══ Extracted data
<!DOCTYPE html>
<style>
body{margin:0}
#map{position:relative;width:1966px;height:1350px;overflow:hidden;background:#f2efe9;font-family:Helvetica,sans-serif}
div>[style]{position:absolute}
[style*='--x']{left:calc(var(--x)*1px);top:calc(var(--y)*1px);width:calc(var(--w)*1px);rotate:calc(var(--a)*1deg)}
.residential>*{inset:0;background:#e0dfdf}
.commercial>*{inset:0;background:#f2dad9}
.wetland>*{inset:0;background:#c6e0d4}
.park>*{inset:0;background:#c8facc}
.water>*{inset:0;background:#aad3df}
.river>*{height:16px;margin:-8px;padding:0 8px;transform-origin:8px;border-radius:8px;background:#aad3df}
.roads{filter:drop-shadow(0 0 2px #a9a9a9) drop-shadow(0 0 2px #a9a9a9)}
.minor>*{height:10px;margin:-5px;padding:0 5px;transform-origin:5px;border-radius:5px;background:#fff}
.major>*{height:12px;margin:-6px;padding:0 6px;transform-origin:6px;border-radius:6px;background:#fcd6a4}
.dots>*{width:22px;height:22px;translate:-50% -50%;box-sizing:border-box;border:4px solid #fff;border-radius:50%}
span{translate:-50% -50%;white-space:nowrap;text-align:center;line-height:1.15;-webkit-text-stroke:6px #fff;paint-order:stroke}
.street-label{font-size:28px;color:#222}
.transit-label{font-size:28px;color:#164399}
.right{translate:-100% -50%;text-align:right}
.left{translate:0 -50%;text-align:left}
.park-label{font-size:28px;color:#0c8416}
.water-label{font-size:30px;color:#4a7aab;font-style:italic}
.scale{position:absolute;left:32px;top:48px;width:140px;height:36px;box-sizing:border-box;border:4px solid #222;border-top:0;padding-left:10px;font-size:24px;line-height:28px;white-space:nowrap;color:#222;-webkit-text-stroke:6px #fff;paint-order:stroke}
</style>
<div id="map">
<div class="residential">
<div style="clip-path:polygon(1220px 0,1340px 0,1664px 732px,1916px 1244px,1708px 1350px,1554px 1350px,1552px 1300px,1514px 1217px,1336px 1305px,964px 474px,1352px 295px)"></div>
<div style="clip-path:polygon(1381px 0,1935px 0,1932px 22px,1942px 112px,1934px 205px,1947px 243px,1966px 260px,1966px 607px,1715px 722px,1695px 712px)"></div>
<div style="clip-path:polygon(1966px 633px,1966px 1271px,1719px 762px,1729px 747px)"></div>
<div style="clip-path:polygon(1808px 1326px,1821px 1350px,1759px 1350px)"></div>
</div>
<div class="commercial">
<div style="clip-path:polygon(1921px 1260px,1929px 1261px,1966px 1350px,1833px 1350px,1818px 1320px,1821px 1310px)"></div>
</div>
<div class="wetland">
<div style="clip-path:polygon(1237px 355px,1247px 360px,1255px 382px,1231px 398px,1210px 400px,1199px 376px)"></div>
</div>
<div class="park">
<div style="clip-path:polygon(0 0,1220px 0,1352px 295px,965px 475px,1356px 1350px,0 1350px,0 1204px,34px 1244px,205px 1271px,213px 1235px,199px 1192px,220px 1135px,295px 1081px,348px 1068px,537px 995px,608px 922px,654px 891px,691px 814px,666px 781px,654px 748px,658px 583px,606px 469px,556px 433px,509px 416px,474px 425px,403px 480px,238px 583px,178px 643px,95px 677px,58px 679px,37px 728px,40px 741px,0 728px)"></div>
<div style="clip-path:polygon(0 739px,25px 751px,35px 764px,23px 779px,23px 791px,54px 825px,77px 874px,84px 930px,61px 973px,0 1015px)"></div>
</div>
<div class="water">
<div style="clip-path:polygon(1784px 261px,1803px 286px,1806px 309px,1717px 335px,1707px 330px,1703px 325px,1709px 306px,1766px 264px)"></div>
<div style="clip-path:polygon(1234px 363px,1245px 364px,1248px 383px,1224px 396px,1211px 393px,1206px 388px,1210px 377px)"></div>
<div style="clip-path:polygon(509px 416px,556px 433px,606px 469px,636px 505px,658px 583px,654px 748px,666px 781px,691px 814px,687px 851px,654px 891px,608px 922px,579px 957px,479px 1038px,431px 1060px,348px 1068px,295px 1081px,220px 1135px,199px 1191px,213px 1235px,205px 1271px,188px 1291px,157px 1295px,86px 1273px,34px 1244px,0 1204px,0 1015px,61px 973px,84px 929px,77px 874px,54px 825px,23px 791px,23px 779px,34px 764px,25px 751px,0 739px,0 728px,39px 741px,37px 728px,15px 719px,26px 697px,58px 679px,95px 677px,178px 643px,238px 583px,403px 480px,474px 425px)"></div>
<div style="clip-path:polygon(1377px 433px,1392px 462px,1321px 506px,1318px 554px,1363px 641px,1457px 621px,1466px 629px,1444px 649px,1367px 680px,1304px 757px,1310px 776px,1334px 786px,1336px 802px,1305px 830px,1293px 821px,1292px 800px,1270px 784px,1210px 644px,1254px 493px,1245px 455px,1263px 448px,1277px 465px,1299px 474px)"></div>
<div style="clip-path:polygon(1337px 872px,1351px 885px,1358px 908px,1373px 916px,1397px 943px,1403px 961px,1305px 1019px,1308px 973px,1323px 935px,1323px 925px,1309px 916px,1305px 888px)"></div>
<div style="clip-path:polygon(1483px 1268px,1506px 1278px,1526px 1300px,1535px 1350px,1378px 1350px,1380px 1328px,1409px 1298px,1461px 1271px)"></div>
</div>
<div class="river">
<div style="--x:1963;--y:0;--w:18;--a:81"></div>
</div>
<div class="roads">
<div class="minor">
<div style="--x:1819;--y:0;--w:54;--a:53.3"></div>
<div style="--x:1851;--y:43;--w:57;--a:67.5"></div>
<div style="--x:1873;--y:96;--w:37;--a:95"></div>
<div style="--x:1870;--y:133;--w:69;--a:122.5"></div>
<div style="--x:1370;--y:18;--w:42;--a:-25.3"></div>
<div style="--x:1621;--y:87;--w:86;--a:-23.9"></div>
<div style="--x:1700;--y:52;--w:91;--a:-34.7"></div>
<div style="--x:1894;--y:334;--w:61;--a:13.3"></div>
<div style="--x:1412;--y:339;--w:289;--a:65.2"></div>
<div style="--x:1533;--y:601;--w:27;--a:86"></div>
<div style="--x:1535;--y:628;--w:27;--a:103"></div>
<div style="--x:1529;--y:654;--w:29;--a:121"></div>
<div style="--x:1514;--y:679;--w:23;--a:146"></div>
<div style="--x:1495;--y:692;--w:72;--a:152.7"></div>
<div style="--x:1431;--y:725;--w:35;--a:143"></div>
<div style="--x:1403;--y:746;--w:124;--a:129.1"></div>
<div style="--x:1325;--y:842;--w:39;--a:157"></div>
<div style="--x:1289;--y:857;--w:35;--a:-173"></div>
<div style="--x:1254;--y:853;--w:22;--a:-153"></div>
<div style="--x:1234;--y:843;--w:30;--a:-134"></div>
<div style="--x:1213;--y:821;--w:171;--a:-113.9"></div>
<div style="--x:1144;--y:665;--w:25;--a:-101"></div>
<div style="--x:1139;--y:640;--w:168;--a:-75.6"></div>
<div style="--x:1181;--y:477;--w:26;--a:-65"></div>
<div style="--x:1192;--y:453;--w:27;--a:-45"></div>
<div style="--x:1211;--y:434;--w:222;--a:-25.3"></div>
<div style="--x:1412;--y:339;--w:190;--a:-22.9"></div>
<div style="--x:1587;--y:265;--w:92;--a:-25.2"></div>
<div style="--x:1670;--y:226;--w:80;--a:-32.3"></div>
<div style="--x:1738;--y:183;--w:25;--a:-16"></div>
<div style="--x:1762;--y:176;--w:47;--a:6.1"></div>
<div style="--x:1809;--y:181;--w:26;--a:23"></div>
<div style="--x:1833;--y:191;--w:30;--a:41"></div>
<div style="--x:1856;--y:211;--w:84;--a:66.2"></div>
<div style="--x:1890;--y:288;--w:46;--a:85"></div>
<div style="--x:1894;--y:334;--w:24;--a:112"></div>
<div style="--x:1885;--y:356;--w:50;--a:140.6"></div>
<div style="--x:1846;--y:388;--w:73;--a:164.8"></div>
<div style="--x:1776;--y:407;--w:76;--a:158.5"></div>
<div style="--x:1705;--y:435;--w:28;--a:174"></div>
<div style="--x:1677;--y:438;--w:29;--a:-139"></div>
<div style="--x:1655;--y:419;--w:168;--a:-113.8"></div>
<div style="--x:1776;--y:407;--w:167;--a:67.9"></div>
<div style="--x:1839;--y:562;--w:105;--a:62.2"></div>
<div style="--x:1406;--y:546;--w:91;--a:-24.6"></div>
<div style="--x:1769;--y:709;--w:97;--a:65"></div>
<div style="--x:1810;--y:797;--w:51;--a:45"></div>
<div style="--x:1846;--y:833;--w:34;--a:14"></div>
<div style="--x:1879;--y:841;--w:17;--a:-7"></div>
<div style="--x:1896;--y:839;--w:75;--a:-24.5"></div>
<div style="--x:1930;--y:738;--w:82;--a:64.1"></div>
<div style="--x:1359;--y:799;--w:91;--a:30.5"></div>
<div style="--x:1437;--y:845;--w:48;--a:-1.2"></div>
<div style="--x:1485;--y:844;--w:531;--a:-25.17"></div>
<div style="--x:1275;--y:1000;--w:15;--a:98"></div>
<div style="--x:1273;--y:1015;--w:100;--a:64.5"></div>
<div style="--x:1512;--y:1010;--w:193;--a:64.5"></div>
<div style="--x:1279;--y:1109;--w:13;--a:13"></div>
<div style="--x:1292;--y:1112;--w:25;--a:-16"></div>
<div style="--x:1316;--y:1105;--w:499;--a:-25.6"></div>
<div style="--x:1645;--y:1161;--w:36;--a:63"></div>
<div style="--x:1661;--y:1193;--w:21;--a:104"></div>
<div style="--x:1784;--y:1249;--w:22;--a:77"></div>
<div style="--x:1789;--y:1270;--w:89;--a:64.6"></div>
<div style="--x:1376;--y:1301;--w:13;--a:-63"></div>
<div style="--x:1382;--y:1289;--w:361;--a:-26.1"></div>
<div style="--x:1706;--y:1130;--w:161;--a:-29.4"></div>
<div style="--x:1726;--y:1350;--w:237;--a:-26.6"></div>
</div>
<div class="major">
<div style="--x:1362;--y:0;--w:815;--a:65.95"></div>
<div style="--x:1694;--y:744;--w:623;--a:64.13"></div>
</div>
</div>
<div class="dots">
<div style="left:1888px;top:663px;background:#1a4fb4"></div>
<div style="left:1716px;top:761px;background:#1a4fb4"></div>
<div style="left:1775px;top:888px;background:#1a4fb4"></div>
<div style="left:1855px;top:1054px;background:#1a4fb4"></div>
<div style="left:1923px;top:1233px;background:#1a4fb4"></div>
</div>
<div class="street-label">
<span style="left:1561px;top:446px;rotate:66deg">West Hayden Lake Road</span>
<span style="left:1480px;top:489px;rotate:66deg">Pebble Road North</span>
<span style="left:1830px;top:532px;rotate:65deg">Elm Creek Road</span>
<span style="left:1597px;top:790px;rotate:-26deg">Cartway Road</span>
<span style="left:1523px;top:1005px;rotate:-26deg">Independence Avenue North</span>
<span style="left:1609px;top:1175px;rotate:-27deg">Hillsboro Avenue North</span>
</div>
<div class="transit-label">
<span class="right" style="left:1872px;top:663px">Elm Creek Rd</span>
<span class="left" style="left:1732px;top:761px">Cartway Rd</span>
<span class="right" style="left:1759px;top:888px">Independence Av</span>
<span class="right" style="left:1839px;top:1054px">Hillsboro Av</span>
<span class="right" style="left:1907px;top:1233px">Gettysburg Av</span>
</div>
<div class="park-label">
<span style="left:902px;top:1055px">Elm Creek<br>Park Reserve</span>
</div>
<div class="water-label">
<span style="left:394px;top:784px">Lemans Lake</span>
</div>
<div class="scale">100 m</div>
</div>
════
**The task**
Would you copy out each line of the records above where the word "Lake" occurs?

**Output**
<span style="left:1561px;top:446px;rotate:66deg">West Hayden Lake Road</span>
<span style="left:394px;top:784px">Lemans Lake</span>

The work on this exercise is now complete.